Les effets à court, moyen et long terme de la numérisation de la fabrication, ce qu'est en fait Industrie 4.0, ne sont pas tout à fait clairs, mais il est certain qu'ils varieront considérablement en fonction des différentes industries et du degré auquel les usines seront en mesure d'appliquer les technologies modernes. On identifie généralement trois degrés différents : 1) les systèmes d'aide; 2) les systèmes cyberphysiques; 3) l'intelligence artificielle.

Ces formes de technologies pourraient être adoptées séparément ou simultanément dans un lieu de travail donné.

Les systèmes d'aide sont le niveau le moins sophistiqué de la numérisation dans les usines. Utilisés surtout pour l'assemblage de produits, ces systèmes assistés par ordinateur guident les travailleuses et travailleurs à travers leurs différentes tâches, étape par étape. Certains pronostics prévoient que l'utilisation de ces technologies aura pour conséquence une augmentation considérable de la productivité et des revenus, ainsi qu'une réduction simultanée de la main-d'oeuvre allant jusqu'à 25 %.

Les systèmes cyberphysiques sont liés à ce qu'on appelle « Internet des objets », mais ils sont plus généraux. Pour les besoins du présent document, on entend par « systèmes cyberphysiques » une usine intelligente dont les machines, parfois autonomes, sont interreliées et où l'état d'avancement de la production de n'importe quelle zone peut être surveillé en tout temps. Pour ce faire, les machines doivent être intégrées dans un réseau. Les composants sont munis de puces d'identification par radiofréquence (IRF) qui communiquent des informations sur l'état d'avancement de la production aux services d'entretien, aux panneaux de commande des processus et parfois même aux clients et qui envoient aussi des signaux aux machines pour leur indiquer les spécifications du produit final et les étapes de production nécessaires pour le produire.

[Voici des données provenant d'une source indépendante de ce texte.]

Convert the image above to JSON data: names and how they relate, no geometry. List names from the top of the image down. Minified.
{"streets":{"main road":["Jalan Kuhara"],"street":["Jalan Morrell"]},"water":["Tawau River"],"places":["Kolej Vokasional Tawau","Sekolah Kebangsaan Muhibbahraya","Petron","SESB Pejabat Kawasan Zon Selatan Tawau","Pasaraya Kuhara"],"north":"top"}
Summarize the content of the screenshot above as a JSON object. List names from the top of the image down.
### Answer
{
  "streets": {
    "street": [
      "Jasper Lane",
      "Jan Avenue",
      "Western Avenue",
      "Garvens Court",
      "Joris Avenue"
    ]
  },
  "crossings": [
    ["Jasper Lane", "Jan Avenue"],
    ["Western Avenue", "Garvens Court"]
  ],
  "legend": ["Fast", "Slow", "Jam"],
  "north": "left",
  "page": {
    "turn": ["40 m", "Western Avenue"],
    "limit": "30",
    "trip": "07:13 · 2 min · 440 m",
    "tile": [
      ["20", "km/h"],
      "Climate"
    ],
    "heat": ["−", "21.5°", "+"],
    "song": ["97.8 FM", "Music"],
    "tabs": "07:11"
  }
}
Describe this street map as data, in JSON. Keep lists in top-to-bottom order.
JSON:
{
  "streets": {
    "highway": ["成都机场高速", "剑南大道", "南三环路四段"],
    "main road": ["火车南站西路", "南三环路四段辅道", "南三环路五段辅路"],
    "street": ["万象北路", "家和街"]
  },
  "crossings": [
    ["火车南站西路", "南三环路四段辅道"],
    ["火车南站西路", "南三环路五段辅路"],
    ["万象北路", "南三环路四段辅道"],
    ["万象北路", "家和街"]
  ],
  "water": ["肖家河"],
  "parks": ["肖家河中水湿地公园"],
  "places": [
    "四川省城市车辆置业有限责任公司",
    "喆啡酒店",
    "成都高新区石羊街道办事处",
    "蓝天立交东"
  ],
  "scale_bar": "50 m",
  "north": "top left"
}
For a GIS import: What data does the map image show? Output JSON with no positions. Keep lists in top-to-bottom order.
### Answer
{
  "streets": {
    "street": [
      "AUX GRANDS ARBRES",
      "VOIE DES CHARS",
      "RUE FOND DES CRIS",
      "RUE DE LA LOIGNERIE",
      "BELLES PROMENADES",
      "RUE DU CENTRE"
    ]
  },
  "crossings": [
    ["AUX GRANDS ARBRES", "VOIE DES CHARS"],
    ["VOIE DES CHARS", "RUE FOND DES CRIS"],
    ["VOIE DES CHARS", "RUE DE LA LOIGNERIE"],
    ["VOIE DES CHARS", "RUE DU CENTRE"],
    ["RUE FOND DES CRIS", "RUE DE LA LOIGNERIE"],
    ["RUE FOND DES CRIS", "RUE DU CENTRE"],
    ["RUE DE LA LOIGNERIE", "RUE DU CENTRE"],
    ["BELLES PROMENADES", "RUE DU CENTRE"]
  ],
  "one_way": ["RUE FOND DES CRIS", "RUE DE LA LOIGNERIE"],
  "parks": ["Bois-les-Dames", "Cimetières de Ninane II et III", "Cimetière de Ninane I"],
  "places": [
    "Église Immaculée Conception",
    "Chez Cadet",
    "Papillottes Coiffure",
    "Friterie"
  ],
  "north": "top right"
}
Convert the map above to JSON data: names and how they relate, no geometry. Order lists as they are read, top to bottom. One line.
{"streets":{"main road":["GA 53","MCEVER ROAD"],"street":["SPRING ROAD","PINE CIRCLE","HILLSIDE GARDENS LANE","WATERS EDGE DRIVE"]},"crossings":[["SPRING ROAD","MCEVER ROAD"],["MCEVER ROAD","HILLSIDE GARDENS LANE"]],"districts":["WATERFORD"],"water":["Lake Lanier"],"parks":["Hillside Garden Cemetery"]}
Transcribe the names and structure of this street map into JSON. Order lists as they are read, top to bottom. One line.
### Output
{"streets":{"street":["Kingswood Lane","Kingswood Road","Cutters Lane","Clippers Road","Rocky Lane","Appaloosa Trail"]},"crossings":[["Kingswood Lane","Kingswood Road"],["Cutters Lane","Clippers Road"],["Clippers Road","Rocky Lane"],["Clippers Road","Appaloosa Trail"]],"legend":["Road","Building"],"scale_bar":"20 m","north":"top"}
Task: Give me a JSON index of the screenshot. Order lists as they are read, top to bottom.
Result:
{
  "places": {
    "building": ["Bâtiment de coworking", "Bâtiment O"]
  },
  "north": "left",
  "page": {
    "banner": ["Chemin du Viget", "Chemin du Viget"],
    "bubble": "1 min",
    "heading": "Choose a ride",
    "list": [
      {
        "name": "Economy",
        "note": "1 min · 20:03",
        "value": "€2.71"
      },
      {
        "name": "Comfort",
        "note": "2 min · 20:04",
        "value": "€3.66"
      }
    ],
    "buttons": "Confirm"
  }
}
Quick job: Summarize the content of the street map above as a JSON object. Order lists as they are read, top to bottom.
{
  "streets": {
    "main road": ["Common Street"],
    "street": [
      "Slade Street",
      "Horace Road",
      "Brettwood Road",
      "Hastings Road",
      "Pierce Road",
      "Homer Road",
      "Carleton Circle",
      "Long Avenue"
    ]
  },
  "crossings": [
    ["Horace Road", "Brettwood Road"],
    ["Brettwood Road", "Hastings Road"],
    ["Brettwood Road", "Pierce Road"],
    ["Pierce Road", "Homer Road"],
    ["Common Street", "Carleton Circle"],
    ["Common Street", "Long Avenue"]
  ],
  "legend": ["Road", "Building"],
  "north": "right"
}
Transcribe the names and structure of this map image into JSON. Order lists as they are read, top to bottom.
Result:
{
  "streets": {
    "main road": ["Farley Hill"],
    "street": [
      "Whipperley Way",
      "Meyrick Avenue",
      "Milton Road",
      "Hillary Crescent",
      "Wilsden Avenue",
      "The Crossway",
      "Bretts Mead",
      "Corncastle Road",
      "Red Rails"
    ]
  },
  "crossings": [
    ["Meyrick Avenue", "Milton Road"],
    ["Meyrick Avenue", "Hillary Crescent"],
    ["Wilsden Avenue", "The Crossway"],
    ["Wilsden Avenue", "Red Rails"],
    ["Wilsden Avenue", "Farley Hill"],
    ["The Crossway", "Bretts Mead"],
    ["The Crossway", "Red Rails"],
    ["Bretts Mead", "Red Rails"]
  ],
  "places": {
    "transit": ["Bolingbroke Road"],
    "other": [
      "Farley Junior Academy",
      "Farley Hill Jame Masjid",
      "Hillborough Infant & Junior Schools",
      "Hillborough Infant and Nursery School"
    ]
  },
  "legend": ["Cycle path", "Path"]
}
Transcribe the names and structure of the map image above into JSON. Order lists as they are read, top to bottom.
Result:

La compagnie Adidas a récemment annoncé un projet de fabrication numérisée très attrayant pour sa clientèle, car la technologie utilisée permettra de personnaliser les produits : le client choisira les couleurs, les finis ou les tissus pour un produit; ses choix seront sauvegardés sur une puce IRF, qui transmettra ensuite de façon automatique à la machine les matières premières ou les parties à utiliser durant la production.

À titre d'exemple, en ce qui concerne l'économie américaine, les chercheurs prévoient que l'ouverture d'usines intelligentes entraînera une réduction des effectifs allant jusqu'à 35 % dans l'ensemble du secteur manufacturier. Ces pronostics sont cependant assez vagues au sujet des indicateurs de prédiction utilisés et quant à la variation de la réduction des effectifs en fonction des secteurs, ainsi qu'en fonction des compétences et des qualifications actuelles de la main-d'oeuvre.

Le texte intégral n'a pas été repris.